Your final write-up should be between 4 - 8 pages using the provided template. After the class, we will post all the final reports online so that you can read about each others' work. If you do not want your writeup to be posted online, then please let us know at least a week in advance of the final writeup submission deadline.

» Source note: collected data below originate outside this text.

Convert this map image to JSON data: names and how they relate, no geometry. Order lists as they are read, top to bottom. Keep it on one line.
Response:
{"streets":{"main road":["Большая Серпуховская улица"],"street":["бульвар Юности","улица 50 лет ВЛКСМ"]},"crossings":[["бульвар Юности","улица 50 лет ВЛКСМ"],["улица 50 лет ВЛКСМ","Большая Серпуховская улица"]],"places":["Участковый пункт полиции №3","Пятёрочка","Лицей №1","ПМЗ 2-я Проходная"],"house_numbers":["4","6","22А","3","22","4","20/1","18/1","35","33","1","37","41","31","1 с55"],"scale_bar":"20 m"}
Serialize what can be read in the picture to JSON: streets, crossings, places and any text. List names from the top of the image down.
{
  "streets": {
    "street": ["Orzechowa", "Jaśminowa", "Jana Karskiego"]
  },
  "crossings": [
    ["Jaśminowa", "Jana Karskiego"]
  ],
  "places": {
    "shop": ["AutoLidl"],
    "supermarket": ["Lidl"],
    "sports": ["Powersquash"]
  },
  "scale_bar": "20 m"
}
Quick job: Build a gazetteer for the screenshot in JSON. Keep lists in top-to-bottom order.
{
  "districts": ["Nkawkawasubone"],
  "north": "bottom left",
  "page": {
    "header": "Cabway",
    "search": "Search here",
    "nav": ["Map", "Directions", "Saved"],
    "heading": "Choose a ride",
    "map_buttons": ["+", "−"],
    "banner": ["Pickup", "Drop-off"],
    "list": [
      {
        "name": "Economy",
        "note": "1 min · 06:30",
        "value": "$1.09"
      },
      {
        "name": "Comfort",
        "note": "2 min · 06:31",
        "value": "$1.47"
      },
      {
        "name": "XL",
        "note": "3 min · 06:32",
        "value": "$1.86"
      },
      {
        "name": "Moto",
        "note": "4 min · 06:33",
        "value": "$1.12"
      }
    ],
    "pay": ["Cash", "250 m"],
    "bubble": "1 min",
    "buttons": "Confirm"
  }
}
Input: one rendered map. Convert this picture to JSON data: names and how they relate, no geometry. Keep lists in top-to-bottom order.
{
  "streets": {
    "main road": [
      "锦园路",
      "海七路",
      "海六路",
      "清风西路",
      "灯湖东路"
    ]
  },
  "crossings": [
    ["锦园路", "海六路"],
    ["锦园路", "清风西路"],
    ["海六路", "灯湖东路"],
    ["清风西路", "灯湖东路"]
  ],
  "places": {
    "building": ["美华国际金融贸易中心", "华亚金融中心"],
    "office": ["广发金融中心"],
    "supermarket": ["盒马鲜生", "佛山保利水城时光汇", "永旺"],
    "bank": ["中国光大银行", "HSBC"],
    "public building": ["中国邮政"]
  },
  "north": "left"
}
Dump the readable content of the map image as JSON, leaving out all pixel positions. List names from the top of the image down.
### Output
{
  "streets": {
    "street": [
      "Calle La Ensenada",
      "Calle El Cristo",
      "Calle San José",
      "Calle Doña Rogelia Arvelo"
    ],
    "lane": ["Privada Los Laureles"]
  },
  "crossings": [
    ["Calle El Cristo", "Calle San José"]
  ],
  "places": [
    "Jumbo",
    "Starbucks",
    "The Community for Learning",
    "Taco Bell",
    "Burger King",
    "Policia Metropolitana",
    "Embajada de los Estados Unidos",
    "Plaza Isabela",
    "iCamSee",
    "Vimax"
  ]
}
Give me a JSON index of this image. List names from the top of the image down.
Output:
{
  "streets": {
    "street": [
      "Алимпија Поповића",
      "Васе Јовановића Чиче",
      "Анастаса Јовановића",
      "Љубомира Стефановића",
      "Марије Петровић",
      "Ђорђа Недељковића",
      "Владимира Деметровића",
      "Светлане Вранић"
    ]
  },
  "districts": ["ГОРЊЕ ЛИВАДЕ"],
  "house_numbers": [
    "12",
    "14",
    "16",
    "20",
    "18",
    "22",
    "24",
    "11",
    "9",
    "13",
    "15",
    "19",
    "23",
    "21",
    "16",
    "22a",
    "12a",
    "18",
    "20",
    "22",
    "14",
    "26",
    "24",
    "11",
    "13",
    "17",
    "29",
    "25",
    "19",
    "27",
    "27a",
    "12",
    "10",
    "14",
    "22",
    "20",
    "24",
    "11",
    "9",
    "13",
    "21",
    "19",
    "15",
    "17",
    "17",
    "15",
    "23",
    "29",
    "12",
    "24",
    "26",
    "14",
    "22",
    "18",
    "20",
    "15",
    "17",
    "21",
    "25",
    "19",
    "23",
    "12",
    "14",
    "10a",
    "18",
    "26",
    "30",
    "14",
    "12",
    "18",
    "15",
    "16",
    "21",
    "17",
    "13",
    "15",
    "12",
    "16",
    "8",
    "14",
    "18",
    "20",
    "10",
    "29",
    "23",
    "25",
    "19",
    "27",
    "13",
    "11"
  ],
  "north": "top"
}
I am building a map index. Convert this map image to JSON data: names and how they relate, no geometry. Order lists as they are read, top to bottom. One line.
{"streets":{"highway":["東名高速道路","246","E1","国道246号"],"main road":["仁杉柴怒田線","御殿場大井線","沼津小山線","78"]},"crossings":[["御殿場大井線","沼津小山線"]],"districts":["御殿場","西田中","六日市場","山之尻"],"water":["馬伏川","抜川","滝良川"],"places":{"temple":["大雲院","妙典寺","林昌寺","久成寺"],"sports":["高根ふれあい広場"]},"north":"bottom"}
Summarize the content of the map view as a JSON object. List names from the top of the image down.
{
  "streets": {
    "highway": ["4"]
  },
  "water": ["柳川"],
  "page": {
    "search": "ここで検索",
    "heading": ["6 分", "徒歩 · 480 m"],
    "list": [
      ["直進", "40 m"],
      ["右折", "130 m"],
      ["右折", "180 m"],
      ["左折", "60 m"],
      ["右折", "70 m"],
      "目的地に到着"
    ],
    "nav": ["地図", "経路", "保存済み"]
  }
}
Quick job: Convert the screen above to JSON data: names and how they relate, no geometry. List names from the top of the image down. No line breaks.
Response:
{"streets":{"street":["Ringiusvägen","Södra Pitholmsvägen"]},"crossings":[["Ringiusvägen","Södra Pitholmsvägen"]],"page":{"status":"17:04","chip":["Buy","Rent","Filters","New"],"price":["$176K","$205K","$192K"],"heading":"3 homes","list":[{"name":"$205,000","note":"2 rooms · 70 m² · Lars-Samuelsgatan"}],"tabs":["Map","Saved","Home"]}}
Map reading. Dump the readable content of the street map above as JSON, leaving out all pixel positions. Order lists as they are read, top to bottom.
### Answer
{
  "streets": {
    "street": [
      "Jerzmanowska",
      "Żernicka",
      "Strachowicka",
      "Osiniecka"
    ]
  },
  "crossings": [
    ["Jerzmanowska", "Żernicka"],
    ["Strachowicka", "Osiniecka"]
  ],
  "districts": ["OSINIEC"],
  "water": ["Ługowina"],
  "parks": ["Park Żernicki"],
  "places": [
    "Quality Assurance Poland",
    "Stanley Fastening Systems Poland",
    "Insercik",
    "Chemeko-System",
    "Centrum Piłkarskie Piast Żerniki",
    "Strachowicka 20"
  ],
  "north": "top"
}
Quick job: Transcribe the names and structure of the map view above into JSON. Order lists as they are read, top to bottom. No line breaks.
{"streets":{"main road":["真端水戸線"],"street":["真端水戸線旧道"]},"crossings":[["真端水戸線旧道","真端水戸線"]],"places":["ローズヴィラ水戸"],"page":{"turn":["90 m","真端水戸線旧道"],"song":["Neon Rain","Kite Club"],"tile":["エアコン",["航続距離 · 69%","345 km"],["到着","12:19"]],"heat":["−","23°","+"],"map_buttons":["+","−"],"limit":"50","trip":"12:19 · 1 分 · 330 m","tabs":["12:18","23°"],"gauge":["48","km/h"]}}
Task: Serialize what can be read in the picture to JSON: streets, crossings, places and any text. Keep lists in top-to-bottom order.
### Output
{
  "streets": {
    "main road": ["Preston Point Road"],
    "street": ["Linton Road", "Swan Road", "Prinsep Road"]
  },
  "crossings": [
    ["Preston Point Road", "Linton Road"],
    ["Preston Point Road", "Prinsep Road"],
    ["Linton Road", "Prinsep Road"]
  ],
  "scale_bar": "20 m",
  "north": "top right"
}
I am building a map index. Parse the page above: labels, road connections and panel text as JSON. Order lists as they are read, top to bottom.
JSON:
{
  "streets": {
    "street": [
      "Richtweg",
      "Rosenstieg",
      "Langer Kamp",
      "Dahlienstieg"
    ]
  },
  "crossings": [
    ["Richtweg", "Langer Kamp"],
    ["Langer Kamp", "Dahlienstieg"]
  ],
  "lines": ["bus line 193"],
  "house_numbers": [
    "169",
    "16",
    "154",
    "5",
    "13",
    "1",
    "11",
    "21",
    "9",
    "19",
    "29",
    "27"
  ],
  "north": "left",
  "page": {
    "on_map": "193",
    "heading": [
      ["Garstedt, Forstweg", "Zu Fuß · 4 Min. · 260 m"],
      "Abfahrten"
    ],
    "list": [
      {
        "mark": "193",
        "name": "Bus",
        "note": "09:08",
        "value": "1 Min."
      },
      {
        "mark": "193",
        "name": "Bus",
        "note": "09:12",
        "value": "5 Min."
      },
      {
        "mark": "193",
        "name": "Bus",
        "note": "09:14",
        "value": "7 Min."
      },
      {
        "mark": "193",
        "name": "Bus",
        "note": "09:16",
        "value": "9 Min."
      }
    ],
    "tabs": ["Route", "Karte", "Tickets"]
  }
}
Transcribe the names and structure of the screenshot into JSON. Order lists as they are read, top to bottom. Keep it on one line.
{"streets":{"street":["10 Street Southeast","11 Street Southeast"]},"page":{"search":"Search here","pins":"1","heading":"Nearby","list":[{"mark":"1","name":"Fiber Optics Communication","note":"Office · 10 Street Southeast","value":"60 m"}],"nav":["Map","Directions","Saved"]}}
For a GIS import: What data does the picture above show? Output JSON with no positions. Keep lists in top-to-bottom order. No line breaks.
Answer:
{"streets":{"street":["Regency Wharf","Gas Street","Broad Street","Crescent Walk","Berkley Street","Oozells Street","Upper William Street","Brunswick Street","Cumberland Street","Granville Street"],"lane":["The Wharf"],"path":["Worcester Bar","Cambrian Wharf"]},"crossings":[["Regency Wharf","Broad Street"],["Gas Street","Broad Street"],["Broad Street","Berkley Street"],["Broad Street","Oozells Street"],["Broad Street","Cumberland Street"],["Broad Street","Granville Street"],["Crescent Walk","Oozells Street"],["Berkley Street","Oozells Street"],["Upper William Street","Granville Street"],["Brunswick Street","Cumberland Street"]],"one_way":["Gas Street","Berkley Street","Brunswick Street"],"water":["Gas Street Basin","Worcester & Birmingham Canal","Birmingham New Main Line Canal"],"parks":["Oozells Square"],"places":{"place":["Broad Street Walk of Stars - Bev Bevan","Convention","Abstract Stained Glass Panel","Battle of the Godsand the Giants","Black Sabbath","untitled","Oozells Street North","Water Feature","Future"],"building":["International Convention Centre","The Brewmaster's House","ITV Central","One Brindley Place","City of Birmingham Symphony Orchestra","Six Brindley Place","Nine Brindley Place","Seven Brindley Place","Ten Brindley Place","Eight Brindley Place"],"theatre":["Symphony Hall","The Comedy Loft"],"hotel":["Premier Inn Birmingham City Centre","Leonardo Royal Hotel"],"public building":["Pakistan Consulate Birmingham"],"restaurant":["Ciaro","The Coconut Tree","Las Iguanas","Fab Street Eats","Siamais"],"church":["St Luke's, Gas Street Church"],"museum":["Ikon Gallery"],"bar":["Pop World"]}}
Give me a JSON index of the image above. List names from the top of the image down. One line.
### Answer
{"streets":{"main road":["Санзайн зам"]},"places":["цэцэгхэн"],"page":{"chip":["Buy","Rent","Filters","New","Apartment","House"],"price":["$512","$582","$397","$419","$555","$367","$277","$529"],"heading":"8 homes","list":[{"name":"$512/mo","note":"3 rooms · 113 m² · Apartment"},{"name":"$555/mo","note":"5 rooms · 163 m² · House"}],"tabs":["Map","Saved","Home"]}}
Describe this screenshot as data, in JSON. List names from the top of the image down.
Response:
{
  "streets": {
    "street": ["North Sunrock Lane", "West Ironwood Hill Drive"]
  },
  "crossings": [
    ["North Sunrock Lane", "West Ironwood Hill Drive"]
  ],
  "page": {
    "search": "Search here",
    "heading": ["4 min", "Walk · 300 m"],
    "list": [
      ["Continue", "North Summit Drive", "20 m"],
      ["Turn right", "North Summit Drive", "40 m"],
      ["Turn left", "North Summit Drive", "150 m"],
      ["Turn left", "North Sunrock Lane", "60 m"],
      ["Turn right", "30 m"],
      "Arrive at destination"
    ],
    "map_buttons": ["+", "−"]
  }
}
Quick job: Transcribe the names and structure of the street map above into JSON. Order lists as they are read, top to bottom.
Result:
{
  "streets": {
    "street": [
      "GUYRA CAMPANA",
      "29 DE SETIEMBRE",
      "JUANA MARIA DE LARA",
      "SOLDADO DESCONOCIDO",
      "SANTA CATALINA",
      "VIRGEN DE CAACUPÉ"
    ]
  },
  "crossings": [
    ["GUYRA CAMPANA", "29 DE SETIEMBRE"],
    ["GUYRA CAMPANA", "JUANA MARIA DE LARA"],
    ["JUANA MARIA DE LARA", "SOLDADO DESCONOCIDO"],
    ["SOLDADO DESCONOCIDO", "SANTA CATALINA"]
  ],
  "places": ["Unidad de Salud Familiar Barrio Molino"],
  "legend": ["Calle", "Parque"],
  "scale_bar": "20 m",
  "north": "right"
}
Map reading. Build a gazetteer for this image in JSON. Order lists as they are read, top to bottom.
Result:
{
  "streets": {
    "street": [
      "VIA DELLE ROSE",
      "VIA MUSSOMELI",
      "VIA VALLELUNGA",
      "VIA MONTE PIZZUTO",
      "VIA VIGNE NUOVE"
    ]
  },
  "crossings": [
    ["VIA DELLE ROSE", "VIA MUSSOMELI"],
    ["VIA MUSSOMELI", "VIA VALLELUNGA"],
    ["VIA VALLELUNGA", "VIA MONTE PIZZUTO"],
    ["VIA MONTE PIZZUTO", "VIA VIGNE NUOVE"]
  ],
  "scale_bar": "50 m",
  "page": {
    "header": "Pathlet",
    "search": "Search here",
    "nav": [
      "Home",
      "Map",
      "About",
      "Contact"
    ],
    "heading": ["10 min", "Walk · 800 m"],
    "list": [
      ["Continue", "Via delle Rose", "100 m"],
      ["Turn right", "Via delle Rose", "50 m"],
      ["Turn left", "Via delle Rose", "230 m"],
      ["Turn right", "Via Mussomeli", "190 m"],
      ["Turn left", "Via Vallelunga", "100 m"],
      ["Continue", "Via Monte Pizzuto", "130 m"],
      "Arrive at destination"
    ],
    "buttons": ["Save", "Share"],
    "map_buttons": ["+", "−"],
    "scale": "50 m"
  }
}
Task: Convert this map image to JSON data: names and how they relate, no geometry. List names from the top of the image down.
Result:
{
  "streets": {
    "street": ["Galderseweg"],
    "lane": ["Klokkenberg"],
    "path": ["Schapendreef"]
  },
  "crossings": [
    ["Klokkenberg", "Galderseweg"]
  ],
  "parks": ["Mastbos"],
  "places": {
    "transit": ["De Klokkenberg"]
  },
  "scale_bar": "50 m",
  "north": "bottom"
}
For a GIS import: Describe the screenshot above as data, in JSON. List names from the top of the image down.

You will submit one or two files:

A pdf file of your final report
(OPTIONAL) zip file (or pdf file) with Supplementary Materials

Report. The following is a suggested structure for the report:

Title, Author(s)
Abstract: It should not be more than 300 words
Introduction: this section introduces your problem, and the overall plan for approaching your problem
Background/Related Work: This section discusses relevant literature for your project
Approach: This section details the framework of your project. Be specific, which means you might want to include equations, figures, plots, etc
Experiment: This section begins with what kind of experiments you're doing, what kind of dataset(s) you're using, and what is the way you measure or evaluate your results. It then shows in details the results of your experiments. By details, we mean both quantitative evaluations (show numbers, figures, tables, etc) as well as qualitative results (show images, example results, etc).
Conclusion: What have you learned? Suggest future ideas.
References: This is absolutely necessary.

Supplementary Material is not counted toward your 4-8 page limit.
Examples of things to put in your supplementary material:

Source code (if your project proposed an algorithm, or code that is relevant and important for your project.).
Cool videos, interactive visualizations, demos, etc.

Examples of things to not put in your supplementary material:

All of Caffe source code.
Various ordinary data preprocessing scripts.
Any code that is larger than 1MB.
Model checkpoints.
A computer virus.

Final Presentation

The culmination of this course will be Demo Day on May 12 from 12pm-3pm at Microsoft New England Research and Development (NERD), 1 Memorial Drive 1st Floor, Cambridge, MA. Adams/Attucks Conference Room. Each team will present their results of their project in a talk not exceeding 20 mins. Please leave 2-3 mins for questions. Teams that go over 20 mins will be given no mercy and will be hauled off stage. For examples of good talks, look for videos of oral presentations at NIPS, CVPR, ICCV, etc.

Honor Code

You may consult any papers, books, online references, or publicly available implementations for ideas and code that you may want to incorporate into your strategy or algorithm, so long as you clearly cite your sources in your code and your writeup. However, under no circumstances may you look at another group’s code or incorporate their code into your project.

If you are doing a similar project for another class, you must make this clear and write down the exact portion of the project that is being counted for COMP 150DL.